Only the lines below, from the one with "g.setLineDash([]);" through the one with "[5,935,13,905,16,869,34,799,77,684,115,607]", are to be written out, exactly.

(RECORDS SHOWN)

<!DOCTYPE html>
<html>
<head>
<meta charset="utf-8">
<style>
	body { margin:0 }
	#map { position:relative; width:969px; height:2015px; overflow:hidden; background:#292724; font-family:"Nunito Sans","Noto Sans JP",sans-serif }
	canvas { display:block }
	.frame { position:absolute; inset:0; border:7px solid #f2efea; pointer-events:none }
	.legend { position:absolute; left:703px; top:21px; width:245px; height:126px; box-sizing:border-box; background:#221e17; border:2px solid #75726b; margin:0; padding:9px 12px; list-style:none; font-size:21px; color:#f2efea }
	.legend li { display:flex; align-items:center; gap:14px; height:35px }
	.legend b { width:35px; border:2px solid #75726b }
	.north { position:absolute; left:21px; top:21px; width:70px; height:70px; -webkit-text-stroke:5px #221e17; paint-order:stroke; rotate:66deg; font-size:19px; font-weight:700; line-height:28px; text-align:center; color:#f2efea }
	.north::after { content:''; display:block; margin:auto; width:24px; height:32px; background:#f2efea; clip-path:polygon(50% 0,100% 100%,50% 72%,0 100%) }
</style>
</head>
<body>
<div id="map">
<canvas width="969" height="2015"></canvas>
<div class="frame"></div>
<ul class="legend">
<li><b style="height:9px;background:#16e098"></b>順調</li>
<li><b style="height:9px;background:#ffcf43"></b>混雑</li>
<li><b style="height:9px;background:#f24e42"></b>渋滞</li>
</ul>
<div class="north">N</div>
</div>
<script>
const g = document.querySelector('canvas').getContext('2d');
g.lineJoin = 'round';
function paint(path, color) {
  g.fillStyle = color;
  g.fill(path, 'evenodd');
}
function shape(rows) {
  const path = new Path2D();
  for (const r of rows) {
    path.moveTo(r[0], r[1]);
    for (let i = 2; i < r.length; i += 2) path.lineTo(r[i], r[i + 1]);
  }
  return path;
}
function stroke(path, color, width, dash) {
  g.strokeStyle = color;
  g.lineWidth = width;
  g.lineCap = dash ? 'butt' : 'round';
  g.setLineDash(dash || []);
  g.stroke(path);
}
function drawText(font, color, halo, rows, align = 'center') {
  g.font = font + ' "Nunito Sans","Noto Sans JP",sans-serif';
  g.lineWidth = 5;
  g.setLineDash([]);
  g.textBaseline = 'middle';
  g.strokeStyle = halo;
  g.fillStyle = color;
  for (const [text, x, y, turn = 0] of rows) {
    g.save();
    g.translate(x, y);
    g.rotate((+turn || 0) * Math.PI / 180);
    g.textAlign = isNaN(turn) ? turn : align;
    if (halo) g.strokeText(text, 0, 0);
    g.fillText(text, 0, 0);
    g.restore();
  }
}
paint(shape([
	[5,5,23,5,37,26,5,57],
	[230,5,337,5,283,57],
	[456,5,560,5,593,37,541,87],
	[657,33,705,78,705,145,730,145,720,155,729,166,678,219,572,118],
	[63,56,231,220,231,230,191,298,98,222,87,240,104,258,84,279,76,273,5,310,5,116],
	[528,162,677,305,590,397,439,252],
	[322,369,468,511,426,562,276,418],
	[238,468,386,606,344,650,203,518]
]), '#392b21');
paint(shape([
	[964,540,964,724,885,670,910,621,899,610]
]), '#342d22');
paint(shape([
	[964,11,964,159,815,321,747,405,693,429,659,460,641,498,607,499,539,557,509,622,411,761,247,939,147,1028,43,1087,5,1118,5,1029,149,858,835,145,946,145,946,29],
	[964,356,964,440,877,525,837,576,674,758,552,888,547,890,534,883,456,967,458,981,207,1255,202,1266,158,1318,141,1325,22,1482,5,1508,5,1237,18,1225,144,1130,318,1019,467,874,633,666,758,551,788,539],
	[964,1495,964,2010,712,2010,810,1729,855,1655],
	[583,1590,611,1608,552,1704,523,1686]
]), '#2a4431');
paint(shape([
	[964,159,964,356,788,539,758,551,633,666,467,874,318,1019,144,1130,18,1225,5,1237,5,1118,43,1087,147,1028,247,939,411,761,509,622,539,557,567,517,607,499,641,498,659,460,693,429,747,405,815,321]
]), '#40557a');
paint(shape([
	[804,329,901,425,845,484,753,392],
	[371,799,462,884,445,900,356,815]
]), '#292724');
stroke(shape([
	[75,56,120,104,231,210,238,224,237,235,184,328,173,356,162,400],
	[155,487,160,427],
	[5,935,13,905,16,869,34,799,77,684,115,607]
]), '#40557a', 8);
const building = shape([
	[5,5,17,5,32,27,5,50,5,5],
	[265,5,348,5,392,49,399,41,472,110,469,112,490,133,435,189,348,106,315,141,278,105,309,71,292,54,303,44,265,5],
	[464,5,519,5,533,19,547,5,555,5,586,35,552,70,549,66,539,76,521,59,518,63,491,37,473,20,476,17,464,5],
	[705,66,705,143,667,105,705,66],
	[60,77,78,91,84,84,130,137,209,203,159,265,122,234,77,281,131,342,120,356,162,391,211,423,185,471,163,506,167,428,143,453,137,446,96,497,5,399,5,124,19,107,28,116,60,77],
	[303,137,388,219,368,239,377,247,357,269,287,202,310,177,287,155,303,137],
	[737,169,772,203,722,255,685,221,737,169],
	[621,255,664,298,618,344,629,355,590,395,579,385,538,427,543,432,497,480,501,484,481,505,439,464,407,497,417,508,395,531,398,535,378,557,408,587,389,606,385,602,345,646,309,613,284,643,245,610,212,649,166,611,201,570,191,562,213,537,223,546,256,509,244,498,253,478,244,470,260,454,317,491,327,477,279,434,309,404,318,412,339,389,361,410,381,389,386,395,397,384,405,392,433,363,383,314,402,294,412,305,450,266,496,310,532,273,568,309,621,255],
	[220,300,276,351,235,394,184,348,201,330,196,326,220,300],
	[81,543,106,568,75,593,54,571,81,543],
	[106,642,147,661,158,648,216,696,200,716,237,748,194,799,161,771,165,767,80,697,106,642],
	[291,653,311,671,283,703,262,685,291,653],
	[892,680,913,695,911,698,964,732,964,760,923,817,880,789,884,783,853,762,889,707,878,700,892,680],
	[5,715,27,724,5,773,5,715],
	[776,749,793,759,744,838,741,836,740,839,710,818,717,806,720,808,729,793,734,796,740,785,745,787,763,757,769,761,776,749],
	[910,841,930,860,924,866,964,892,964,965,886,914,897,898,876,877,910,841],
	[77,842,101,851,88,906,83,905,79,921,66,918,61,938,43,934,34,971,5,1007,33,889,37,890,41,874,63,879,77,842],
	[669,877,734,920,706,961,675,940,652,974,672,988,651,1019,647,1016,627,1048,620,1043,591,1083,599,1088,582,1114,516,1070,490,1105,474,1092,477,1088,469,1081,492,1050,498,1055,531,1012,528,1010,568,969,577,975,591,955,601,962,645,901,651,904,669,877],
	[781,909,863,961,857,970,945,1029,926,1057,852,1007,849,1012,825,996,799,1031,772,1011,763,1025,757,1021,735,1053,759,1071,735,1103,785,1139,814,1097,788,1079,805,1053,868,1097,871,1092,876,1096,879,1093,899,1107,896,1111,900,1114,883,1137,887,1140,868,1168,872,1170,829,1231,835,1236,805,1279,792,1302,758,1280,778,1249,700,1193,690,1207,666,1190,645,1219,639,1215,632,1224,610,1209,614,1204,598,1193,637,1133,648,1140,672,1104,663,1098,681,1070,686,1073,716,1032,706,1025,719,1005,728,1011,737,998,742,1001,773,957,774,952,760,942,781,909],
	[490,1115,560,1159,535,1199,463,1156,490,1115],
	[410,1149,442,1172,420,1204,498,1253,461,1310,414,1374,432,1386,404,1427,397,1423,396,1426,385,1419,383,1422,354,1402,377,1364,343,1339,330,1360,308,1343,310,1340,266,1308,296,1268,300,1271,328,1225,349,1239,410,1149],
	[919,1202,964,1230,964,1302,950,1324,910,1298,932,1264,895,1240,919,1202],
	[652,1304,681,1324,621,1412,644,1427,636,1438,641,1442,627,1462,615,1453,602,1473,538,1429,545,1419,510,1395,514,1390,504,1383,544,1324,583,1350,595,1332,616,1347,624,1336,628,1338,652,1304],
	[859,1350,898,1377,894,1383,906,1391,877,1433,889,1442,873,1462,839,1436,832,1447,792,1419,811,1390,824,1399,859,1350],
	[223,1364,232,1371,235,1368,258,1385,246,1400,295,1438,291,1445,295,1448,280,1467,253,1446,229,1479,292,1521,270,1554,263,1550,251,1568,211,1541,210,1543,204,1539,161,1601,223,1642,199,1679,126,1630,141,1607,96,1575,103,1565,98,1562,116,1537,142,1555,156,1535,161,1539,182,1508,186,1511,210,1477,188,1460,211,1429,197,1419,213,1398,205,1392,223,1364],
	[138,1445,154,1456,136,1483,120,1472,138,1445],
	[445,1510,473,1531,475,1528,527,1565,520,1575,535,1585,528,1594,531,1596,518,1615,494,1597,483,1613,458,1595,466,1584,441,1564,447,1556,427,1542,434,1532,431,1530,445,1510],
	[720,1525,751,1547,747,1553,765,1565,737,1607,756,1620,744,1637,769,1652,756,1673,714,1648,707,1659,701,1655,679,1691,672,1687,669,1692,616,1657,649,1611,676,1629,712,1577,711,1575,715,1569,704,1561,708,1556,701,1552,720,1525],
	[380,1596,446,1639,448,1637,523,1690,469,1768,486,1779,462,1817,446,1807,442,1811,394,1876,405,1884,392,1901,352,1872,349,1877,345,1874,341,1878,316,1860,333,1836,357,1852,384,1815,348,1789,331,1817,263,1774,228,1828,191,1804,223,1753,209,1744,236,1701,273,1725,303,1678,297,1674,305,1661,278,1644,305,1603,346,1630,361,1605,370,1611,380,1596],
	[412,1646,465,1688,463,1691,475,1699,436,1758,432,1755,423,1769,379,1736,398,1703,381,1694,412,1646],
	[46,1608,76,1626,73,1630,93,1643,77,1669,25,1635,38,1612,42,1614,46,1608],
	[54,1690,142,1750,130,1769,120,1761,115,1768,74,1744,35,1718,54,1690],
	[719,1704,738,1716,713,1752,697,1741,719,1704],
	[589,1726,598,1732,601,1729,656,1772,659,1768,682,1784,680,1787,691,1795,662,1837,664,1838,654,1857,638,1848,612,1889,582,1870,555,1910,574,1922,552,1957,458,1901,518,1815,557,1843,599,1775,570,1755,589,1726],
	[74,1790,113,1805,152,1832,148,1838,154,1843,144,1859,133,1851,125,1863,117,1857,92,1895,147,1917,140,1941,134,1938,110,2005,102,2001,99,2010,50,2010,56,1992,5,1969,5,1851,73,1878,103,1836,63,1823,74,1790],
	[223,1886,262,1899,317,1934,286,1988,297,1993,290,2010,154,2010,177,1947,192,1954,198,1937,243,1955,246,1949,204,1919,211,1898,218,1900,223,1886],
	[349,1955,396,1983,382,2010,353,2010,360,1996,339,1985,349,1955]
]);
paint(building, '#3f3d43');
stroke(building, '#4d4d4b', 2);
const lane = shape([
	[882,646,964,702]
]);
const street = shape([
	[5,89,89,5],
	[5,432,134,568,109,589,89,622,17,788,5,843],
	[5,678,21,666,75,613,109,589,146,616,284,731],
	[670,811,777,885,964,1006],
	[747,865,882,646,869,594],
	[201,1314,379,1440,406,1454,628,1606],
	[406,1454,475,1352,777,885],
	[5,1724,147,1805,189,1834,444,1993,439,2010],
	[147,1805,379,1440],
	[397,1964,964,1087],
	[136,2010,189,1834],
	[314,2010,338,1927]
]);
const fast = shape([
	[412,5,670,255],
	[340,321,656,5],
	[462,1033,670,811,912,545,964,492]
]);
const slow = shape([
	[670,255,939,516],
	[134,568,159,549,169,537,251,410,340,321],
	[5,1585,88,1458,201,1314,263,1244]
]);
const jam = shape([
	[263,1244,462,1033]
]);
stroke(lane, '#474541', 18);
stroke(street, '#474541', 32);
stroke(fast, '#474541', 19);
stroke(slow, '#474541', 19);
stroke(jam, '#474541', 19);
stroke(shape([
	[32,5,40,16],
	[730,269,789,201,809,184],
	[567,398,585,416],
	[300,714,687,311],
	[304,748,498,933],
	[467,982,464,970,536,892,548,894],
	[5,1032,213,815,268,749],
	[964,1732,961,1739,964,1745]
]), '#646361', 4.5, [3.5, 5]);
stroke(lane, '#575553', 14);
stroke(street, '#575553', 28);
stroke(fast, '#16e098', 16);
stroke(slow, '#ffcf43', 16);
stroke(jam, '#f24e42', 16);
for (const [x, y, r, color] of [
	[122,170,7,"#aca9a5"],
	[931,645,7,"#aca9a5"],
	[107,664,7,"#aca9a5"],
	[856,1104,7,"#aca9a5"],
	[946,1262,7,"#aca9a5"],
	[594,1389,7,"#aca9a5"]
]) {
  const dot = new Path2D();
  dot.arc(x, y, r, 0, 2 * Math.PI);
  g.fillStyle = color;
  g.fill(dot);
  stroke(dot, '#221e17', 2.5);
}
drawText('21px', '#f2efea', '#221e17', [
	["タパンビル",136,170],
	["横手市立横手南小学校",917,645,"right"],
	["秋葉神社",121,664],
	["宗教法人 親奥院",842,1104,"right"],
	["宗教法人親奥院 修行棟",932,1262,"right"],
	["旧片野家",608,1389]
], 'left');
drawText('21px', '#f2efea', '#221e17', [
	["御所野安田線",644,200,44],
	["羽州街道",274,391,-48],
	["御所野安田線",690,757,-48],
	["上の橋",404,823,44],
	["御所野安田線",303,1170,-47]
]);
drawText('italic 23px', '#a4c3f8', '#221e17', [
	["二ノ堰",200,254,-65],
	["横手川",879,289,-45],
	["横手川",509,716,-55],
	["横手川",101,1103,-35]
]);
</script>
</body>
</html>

(End RECORDS SHOWN)

WRITTEN RESPONSE
  g.setLineDash([]);
  g.textBaseline = 'middle';
  g.strokeStyle = halo;
  g.fillStyle = color;
  for (const [text, x, y, turn = 0] of rows) {
    g.save();
    g.translate(x, y);
    g.rotate((+turn || 0) * Math.PI / 180);
    g.textAlign = isNaN(turn) ? turn : align;
    if (halo) g.strokeText(text, 0, 0);
    g.fillText(text, 0, 0);
    g.restore();
  }
}
paint(shape([
	[5,5,23,5,37,26,5,57],
	[230,5,337,5,283,57],
	[456,5,560,5,593,37,541,87],
	[657,33,705,78,705,145,730,145,720,155,729,166,678,219,572,118],
	[63,56,231,220,231,230,191,298,98,222,87,240,104,258,84,279,76,273,5,310,5,116],
	[528,162,677,305,590,397,439,252],
	[322,369,468,511,426,562,276,418],
	[238,468,386,606,344,650,203,518]
]), '#392b21');
paint(shape([
	[964,540,964,724,885,670,910,621,899,610]
]), '#342d22');
paint(shape([
	[964,11,964,159,815,321,747,405,693,429,659,460,641,498,607,499,539,557,509,622,411,761,247,939,147,1028,43,1087,5,1118,5,1029,149,858,835,145,946,145,946,29],
	[964,356,964,440,877,525,837,576,674,758,552,888,547,890,534,883,456,967,458,981,207,1255,202,1266,158,1318,141,1325,22,1482,5,1508,5,1237,18,1225,144,1130,318,1019,467,874,633,666,758,551,788,539],
	[964,1495,964,2010,712,2010,810,1729,855,1655],
	[583,1590,611,1608,552,1704,523,1686]
]), '#2a4431');
paint(shape([
	[964,159,964,356,788,539,758,551,633,666,467,874,318,1019,144,1130,18,1225,5,1237,5,1118,43,1087,147,1028,247,939,411,761,509,622,539,557,567,517,607,499,641,498,659,460,693,429,747,405,815,321]
]), '#40557a');
paint(shape([
	[804,329,901,425,845,484,753,392],
	[371,799,462,884,445,900,356,815]
]), '#292724');
stroke(shape([
	[75,56,120,104,231,210,238,224,237,235,184,328,173,356,162,400],
	[155,487,160,427],
	[5,935,13,905,16,869,34,799,77,684,115,607]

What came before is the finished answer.